To meet the goal of doubling the 1974 passenger car fuel economy average by 1985 (to 27.5 mpg), Congress set fuel economy standards for some of the intervening years. Passenger car standards were established for MY 1978 (18 mpg); MY 1979 (19 mpg); MY 1980 (20 mpg); and for MY 1985 and thereafter (27.5 mpg). Congress left the level of 1981-84 standards to the Department to establish administratively. Subsequently, standards of 22, 24, 26, and 27 mpg were established. For the post-1985 period, Congress provided for the continued application of the 27.5 mpg standard for passenger cars, but gave the Department the authority to set higher or lower standards. From MY 1986 through 1989, the passenger car standards were lowered. Thereafter, in MY 1990, the passenger car standard was amended to 27.5 mpg, which it has remained at this level.

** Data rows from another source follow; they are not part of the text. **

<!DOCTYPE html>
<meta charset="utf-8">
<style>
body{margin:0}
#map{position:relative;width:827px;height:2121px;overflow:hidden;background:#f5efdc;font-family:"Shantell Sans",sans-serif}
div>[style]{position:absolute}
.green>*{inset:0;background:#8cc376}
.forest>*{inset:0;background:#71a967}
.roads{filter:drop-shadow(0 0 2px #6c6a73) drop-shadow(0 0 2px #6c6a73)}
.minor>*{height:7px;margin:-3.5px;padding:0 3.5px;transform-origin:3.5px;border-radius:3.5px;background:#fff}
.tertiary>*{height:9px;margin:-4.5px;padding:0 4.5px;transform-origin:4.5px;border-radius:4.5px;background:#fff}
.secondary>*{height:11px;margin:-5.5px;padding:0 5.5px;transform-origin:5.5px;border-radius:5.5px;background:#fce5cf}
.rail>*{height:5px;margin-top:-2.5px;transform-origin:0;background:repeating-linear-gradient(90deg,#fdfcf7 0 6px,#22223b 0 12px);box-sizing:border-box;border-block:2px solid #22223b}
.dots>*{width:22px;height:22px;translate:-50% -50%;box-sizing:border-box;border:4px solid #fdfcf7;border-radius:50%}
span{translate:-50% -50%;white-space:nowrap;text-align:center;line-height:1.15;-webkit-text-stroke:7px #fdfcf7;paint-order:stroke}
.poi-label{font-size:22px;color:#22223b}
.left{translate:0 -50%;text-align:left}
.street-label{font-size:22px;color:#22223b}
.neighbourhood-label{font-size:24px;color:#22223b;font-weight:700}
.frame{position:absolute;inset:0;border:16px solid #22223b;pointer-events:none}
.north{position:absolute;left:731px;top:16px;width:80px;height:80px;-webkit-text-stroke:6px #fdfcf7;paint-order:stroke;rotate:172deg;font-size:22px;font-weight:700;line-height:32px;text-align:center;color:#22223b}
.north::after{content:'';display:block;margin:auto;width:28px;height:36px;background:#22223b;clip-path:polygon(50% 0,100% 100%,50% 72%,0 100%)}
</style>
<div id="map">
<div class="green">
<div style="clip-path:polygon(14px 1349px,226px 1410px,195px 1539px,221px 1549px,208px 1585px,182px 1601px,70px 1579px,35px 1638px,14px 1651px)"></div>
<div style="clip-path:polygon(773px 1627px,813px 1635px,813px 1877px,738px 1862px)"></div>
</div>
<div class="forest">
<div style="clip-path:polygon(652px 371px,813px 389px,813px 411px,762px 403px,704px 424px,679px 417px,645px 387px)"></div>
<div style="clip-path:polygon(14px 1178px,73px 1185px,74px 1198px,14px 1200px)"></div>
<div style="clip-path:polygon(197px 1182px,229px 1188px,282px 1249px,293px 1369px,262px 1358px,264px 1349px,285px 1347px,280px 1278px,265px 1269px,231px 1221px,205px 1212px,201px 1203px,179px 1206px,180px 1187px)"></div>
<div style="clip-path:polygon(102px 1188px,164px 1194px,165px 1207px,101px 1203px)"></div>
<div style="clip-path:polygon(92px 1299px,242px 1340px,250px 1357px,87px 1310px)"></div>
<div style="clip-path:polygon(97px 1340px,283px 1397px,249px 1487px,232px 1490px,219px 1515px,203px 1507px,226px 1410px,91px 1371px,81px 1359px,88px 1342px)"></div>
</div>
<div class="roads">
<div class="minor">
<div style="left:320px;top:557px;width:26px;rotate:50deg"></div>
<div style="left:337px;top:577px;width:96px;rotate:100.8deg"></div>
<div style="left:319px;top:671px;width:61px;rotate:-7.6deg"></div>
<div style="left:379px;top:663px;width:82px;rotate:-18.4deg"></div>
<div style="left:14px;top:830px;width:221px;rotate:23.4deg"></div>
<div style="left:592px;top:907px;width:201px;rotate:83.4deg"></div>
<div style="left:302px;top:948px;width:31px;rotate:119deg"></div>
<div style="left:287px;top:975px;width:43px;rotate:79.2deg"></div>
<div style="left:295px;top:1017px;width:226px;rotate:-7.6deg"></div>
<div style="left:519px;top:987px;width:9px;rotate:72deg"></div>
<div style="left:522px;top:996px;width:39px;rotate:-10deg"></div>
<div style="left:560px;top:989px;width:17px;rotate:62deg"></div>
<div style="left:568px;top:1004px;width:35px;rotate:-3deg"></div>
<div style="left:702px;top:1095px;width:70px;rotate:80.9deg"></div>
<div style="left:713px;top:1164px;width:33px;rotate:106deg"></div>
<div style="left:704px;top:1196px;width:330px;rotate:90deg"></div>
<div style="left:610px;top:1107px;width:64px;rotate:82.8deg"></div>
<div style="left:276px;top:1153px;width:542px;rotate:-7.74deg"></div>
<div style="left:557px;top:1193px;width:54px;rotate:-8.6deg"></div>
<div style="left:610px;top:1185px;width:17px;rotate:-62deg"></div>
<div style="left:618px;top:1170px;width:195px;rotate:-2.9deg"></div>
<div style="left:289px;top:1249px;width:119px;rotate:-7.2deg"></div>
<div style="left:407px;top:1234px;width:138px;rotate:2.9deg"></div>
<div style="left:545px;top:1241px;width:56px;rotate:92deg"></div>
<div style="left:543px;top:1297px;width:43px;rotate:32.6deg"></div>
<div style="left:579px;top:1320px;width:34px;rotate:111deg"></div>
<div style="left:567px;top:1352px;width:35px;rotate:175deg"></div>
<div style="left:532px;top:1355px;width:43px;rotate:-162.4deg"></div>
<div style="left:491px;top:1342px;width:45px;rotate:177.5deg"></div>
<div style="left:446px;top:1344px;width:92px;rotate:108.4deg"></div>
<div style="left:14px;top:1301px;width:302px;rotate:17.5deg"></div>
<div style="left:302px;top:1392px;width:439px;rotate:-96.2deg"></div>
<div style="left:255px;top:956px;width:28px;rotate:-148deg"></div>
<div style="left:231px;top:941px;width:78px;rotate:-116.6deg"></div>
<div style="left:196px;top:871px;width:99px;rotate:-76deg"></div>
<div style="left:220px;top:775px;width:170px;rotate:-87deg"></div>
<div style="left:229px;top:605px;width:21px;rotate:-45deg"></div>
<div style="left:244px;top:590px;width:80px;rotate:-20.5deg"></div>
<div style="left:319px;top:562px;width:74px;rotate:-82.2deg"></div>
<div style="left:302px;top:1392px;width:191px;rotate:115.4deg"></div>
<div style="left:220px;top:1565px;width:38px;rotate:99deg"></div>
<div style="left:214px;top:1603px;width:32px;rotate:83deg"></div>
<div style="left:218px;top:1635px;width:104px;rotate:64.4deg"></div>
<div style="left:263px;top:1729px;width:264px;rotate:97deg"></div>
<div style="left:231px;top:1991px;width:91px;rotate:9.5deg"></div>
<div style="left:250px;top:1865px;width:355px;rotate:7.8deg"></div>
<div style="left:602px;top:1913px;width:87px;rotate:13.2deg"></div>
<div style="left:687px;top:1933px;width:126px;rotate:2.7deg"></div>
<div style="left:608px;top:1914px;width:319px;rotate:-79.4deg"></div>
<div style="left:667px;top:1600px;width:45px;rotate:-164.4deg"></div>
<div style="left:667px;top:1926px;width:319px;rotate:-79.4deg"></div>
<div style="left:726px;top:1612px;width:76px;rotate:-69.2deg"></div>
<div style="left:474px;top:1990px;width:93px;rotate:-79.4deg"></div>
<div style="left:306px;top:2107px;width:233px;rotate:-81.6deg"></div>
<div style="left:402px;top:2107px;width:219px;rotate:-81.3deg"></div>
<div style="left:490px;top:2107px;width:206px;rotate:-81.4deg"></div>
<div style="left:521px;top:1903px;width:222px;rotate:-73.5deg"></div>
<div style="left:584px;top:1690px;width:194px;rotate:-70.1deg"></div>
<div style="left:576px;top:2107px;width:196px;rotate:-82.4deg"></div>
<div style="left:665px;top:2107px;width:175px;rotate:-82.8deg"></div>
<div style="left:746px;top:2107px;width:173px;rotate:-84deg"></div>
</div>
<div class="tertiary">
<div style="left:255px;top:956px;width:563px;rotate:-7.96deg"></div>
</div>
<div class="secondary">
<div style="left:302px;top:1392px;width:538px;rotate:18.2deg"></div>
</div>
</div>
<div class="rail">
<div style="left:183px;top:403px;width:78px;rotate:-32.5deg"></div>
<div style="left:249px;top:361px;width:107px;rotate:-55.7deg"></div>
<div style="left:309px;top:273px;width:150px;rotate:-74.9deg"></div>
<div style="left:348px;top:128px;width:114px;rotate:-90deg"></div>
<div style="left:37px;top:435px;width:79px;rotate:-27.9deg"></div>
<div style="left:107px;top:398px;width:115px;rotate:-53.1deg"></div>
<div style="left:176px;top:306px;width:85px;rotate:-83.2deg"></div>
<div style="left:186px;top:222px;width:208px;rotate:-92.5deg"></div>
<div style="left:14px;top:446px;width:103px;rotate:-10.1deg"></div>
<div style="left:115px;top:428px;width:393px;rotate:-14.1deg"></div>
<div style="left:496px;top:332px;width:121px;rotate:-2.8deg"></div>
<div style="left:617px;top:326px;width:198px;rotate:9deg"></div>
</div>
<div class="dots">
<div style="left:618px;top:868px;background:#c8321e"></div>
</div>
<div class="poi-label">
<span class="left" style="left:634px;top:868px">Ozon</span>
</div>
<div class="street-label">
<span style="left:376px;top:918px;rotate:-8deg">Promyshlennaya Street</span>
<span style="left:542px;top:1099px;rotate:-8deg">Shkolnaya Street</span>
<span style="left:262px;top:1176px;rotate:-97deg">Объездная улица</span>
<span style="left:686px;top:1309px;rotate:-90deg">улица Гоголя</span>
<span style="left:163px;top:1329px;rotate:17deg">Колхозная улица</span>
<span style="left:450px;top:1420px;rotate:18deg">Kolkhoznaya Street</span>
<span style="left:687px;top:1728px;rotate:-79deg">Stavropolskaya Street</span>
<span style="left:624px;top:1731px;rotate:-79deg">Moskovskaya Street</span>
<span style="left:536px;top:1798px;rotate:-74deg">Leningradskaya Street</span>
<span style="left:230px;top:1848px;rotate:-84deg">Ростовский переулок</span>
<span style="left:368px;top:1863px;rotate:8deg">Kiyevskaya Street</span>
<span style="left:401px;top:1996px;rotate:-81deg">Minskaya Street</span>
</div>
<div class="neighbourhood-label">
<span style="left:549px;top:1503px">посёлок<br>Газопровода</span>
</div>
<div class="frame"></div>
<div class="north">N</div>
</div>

So, the standards were reduced for four years – during a period when oil prices had plummeted as a result of a huge glut mind you – then returned to 27.5 mpg in 1990 where they remained for almost twelve years and three different Presidential administrations before 9/11. Yet, those four years when they were dropped caused all of the problem?

How unbelievably asinine.

As you might imagine, Melanie Morgan didn’t take this absurdity lightly:

Well, first of all, I’m absolutely shocked to hear that Bobby Kennedy is saying that if we had different CAFE standards early, that 3000 Americans would still be alive after the bombing of the Twin Towers. This is ridiculous.

Actually, Melanie, ridiculous is an understatement.